Records from a data source:

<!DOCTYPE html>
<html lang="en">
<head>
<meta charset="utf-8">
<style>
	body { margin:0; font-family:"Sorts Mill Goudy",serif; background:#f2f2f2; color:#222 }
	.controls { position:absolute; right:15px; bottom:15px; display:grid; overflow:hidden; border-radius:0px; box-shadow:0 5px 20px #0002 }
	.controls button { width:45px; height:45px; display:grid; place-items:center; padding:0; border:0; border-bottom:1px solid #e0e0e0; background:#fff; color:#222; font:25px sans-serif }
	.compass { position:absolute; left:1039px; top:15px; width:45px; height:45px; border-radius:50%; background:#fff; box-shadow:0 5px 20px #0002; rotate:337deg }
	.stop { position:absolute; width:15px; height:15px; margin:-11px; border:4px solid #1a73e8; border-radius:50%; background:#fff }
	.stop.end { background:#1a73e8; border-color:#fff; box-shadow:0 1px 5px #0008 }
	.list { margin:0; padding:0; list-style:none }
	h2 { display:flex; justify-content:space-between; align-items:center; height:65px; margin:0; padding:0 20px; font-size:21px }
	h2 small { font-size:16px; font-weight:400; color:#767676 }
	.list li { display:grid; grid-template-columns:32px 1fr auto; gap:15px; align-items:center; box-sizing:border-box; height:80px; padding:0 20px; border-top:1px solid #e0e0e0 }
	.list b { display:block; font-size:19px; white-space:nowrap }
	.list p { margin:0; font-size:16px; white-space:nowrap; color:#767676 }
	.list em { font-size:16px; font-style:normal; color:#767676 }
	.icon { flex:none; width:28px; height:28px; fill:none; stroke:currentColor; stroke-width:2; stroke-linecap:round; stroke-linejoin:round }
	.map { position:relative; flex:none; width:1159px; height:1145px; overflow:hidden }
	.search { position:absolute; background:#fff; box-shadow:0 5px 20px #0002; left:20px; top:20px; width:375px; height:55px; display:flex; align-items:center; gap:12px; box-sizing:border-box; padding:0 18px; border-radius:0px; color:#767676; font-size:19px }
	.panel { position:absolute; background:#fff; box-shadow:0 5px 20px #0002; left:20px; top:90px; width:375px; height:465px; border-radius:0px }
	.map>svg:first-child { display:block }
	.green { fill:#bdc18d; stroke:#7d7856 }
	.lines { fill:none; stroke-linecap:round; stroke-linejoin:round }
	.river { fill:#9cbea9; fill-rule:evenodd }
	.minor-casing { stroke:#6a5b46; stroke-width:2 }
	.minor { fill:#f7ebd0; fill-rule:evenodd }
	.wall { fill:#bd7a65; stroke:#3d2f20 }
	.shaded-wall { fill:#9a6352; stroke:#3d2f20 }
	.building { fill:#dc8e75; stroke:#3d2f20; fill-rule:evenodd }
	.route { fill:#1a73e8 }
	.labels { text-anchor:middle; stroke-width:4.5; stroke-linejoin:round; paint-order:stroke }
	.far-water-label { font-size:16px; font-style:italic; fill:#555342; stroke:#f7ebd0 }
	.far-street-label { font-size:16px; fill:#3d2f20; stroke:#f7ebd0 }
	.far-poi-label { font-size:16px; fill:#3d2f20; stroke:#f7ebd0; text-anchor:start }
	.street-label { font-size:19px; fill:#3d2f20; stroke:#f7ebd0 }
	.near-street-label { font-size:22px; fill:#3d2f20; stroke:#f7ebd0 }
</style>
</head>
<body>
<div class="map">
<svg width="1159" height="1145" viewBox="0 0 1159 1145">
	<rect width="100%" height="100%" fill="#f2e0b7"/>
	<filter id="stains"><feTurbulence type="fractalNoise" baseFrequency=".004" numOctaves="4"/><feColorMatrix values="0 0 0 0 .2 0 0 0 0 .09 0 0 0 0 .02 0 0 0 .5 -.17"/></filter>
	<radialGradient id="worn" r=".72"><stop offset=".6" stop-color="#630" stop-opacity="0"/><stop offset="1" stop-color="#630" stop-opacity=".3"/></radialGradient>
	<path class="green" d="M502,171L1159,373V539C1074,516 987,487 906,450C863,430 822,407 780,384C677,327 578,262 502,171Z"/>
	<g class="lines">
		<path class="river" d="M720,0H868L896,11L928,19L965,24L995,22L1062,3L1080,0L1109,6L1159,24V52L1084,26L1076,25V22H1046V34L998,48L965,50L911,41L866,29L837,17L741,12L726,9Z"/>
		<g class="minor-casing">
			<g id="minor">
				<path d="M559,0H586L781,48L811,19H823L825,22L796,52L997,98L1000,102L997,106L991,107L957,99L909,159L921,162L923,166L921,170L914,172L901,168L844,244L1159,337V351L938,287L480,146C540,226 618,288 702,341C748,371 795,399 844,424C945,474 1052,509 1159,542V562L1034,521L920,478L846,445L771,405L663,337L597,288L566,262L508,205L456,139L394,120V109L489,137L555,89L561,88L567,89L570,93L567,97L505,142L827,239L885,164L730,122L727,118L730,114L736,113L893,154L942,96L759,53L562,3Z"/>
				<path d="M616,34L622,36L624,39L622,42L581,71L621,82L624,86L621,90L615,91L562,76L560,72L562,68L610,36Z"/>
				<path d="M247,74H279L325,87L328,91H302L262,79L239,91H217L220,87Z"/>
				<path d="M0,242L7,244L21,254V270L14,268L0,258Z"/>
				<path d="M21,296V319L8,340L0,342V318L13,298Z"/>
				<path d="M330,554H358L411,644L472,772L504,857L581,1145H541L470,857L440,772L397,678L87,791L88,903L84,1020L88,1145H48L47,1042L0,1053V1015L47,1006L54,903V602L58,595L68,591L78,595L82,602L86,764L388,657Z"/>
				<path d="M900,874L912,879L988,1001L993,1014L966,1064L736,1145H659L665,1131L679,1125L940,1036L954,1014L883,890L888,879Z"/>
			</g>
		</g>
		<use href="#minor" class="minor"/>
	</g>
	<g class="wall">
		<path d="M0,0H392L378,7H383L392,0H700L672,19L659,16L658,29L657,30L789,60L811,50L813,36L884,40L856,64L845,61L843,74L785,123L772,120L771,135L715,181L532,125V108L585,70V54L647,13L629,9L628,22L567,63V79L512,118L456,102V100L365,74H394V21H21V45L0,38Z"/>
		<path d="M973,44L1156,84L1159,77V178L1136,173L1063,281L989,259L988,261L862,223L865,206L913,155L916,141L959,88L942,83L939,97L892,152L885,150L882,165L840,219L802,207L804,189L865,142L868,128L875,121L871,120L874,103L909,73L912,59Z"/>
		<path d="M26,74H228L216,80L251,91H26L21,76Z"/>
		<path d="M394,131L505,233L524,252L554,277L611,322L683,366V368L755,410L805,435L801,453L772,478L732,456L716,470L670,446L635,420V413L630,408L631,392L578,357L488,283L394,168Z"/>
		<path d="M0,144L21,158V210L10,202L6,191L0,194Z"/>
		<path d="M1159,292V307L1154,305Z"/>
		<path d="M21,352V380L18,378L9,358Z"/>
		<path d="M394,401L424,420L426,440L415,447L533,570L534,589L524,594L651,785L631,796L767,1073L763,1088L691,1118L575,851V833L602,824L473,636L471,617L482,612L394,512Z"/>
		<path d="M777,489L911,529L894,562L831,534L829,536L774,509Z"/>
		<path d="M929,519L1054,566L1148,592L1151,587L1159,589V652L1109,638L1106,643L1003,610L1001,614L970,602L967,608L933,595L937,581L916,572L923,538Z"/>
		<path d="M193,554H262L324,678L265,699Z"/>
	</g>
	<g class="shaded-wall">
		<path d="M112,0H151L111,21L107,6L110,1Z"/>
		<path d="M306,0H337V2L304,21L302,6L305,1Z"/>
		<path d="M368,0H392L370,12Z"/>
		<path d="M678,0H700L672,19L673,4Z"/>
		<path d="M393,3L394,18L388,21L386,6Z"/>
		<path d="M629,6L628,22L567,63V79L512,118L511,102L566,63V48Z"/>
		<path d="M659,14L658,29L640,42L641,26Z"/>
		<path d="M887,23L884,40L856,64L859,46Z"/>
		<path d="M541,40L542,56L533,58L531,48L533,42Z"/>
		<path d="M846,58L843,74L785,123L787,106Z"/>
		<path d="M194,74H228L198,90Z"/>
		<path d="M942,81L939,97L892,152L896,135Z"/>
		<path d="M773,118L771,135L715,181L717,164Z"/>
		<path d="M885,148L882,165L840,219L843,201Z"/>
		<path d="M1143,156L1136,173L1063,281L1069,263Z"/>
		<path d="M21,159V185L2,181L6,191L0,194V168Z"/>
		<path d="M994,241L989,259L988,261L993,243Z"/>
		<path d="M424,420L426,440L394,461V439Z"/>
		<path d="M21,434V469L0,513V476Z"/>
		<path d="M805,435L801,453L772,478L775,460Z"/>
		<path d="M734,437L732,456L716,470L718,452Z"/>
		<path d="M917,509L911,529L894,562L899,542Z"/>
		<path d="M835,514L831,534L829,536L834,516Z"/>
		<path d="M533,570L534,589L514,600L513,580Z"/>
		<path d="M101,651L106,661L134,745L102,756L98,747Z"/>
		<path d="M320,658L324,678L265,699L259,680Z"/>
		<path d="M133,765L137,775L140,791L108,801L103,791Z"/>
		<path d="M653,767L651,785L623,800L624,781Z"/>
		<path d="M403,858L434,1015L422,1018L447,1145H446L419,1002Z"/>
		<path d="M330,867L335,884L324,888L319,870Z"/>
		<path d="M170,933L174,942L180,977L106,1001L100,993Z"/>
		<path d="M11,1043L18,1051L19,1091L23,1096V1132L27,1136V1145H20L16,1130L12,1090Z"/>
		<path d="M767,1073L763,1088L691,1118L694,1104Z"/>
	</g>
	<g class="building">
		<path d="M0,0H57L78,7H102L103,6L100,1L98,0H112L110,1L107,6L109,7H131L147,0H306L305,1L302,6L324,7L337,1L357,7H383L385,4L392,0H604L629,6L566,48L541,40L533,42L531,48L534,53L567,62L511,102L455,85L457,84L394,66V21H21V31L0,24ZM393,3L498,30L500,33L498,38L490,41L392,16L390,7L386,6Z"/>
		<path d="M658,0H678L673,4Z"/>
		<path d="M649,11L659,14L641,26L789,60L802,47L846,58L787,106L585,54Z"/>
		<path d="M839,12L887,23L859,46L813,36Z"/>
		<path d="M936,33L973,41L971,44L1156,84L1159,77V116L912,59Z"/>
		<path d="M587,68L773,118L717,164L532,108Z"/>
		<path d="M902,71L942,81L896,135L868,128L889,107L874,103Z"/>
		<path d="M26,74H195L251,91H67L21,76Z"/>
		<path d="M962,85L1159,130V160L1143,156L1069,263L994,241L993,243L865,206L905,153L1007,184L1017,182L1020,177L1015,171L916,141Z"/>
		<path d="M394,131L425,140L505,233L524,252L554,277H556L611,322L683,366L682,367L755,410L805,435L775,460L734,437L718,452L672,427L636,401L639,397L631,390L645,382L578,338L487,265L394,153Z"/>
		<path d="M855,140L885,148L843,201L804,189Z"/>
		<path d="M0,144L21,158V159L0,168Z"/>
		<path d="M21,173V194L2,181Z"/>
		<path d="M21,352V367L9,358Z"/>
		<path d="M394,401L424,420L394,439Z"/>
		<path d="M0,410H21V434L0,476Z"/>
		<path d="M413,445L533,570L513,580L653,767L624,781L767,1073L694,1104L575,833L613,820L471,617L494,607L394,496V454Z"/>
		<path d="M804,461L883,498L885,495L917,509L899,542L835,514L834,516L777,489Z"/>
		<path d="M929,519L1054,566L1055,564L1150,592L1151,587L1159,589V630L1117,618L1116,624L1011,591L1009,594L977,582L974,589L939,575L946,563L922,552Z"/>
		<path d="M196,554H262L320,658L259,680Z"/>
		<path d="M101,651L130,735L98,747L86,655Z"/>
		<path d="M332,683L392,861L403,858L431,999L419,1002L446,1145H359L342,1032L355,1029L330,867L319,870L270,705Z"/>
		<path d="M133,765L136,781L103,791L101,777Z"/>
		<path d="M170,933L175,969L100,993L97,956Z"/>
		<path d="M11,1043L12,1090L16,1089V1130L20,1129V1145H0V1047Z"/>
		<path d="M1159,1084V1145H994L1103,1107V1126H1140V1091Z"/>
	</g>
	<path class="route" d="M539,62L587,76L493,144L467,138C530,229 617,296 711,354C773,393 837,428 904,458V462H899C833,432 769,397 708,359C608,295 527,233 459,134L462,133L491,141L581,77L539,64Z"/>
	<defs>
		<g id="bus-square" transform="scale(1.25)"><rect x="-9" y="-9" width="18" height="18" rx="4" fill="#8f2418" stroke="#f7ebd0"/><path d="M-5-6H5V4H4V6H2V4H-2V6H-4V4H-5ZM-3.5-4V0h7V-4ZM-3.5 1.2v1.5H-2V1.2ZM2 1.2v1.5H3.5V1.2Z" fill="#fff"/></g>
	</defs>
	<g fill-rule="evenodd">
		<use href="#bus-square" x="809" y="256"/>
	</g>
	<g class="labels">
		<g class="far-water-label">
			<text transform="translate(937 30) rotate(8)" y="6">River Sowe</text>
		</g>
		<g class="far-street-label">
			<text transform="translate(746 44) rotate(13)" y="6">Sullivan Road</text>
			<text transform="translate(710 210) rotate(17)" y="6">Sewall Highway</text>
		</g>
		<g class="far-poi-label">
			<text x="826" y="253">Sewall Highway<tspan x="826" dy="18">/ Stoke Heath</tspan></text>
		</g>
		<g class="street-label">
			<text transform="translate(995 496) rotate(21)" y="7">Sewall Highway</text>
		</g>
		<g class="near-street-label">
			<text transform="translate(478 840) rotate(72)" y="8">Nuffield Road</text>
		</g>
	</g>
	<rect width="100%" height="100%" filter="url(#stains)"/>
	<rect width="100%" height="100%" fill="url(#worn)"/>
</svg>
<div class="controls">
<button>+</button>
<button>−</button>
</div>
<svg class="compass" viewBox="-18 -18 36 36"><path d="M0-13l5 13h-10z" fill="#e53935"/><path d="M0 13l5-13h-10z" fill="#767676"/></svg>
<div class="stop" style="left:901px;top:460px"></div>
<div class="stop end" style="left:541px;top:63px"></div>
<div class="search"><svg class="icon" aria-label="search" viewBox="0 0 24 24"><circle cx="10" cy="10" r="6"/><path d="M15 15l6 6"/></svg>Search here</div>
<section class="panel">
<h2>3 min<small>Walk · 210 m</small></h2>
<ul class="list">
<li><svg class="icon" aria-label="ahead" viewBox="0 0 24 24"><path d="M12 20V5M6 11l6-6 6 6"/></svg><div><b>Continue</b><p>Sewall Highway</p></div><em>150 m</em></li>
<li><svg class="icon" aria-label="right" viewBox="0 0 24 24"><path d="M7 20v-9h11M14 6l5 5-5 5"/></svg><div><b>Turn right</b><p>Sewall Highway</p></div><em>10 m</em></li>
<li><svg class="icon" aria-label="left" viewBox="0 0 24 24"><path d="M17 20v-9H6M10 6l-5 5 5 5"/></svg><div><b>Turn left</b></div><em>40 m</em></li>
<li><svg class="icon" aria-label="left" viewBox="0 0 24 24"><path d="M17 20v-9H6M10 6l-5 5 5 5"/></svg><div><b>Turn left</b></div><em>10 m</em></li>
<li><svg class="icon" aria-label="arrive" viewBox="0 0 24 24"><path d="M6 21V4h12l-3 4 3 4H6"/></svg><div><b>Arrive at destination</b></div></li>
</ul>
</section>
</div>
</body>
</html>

WHAT YOU ARE ASKED TO DO: Scan the data above and copy every line with "nowrap" in it.

EXPECTED ANSWER:
	.list b { display:block; font-size:19px; white-space:nowrap }
	.list p { margin:0; font-size:16px; white-space:nowrap; color:#767676 }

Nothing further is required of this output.